14 Replies Latest reply on Apr 4, 2011 10:29 AM by moofish32

    Message and Context Serialization

    dward

      This discussion is related to: https://issues.jboss.org/browse/SWITCHYARD-9

       

      I have been charged with looking at ways to (de)serialize message, context and exchange instances.  Standard java serialization is slow and fat, but the biggest problem is it's inability to handle class file changes.  This started me down a path of looking at other options for SwitchYard.

       

      The first things that popped to my head were various XML encoding techniques (including java.beans.XMLEncoder/XMLDecoder).  But XML is fat and we want the thinnist and fastest mechanism we can find, so I started looking at other options...

       

      I found the following:

      http://code.google.com/p/thrift-protobuf-compare/wiki/Benchmarking

      http://code.google.com/p/memcached-session-manager/wiki/SerializationStrategyBenchmark

      http://code.google.com/p/kryo/wiki/BenchmarksAndComparisons

       

      As you can see, Kyro quickly became very attractive.  It is very fast and thin, and has minimal dependencies.  I was still initially leaning toward Google protobuf, but that requires config files (.proto files) to be in place, and you have to know which classes you are going to map for serialization ahead of time.  That doesn't work for us. We can do it dynamically at runtime with Kyro.  So, I think we should give Kyro a try.  We can protect ourselves (if we end up not being able to use Kyro) by wrapping it behind an interface.

       

      Note: I still need to figure out the licensing for Kyro, as online it says a form of BSD, yet in the source download it says it's free and reusable, but with a custom license.

       

      Thoughts?

        • 1. Message and Context Serialization
          dward

          Hmmm... Looks like I missed this updated graph:

          https://github.com/eishay/jvm-serializers/wiki/

           

          I'm now quickly checking out protostuff, which might iron out the wrinkles of protobuf.

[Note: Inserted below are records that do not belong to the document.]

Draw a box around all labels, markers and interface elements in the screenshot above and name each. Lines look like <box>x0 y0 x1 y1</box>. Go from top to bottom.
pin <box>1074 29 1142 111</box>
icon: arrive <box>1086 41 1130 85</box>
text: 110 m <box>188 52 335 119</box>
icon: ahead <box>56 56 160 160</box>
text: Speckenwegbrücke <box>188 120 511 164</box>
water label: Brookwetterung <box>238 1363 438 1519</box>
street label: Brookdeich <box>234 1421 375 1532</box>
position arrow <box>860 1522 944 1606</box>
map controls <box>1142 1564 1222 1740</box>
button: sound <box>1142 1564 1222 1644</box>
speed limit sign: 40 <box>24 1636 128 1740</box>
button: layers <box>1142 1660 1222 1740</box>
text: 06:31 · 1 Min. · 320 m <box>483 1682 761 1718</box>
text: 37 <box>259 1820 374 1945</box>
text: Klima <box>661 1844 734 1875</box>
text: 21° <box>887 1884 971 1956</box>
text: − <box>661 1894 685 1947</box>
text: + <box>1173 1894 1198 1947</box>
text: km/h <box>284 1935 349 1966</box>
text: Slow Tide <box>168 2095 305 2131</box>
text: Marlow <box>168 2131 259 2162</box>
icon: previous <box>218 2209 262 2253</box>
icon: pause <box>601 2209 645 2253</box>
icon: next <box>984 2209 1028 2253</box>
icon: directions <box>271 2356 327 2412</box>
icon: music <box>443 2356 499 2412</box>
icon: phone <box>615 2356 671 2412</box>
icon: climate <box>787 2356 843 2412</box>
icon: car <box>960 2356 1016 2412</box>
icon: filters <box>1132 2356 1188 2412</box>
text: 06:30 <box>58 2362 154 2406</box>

          • 2. Message and Context Serialization
            dward

            Yeah, Kyro is still looking better. More dynamic.

             

            Aside, I'm proposing we have a org.switchyard.io package in both switchyard-api (for interfaces) and switchyard-runtime (for implementations).  Agreed?

            • 3. Message and Context Serialization
              kcbabo

              Are we still planning on using JavaBeans as the serialization contract with a pluggable implementation underneath?  I thought this was the direction we were headed based on input from you and Kevin at the F2F.  So the contract would be such that all Message payloads must be JavaBean-compatible.  If they are not, a user-supplied class is required to map to/from a JavaBeans representation.  IIRC, the format we discussed for serialization was JSON based on it's wide adoption and avoidance of relying on serialized Java classes which can blow up between incompatible versions.

              • 4. Message and Context Serialization
                dward

                We wouldn't need JavaBeans as the serialization contract since this can handle private fields.

                The direction we were headed toward at the F2F was with minimal information to chew on.

                JSON serializers are slower, and the representation bigger than this.

                The above would not rely on serialized Java classes. It has a compatibility mechanism.

                • 5. Message and Context Serialization
                  kcbabo

                  The advantage that I see with the JavaBeans approach is that there is an established standard behind it.  So if we say "all content on the message must be a JavaBean or be capable of being represented as a JavaBean", there is a wealth of information and a standard behind how that works.  I'm thinking about this more at the contract level and not at the serialization level.

                   

                  At the serialization level, I imagine that JSON would be slower and bigger, so I don't have an issue with using a binary representation assuming that it's independent of the class definition (specifically, a given version of a class).

                   

                  I'm guessing we are more or less on the same page here, but figured I would check.

                  • 6. Message and Context Serialization
                    dward

                    I get what you're saying. Contract requirement vs. serialization format. Ok.

                    • 7. Message and Context Serialization
                      tfennelly

                      I think one advantage of something like JSON for us is that it's "readable" (vs a binary rep).  If the receiver is at first not able to make sense of JSON, at least they can see what they need to do in order to make it consumable on its side of the exchange.  If it's a binary format... it's hosed because it can't get at the data easily.

                       

                      I'd go for a clear contract + readable representation as the default (e.g. Javabean + JSON).  If we make it pluggable, then people can sub in something else where performance is a big issue.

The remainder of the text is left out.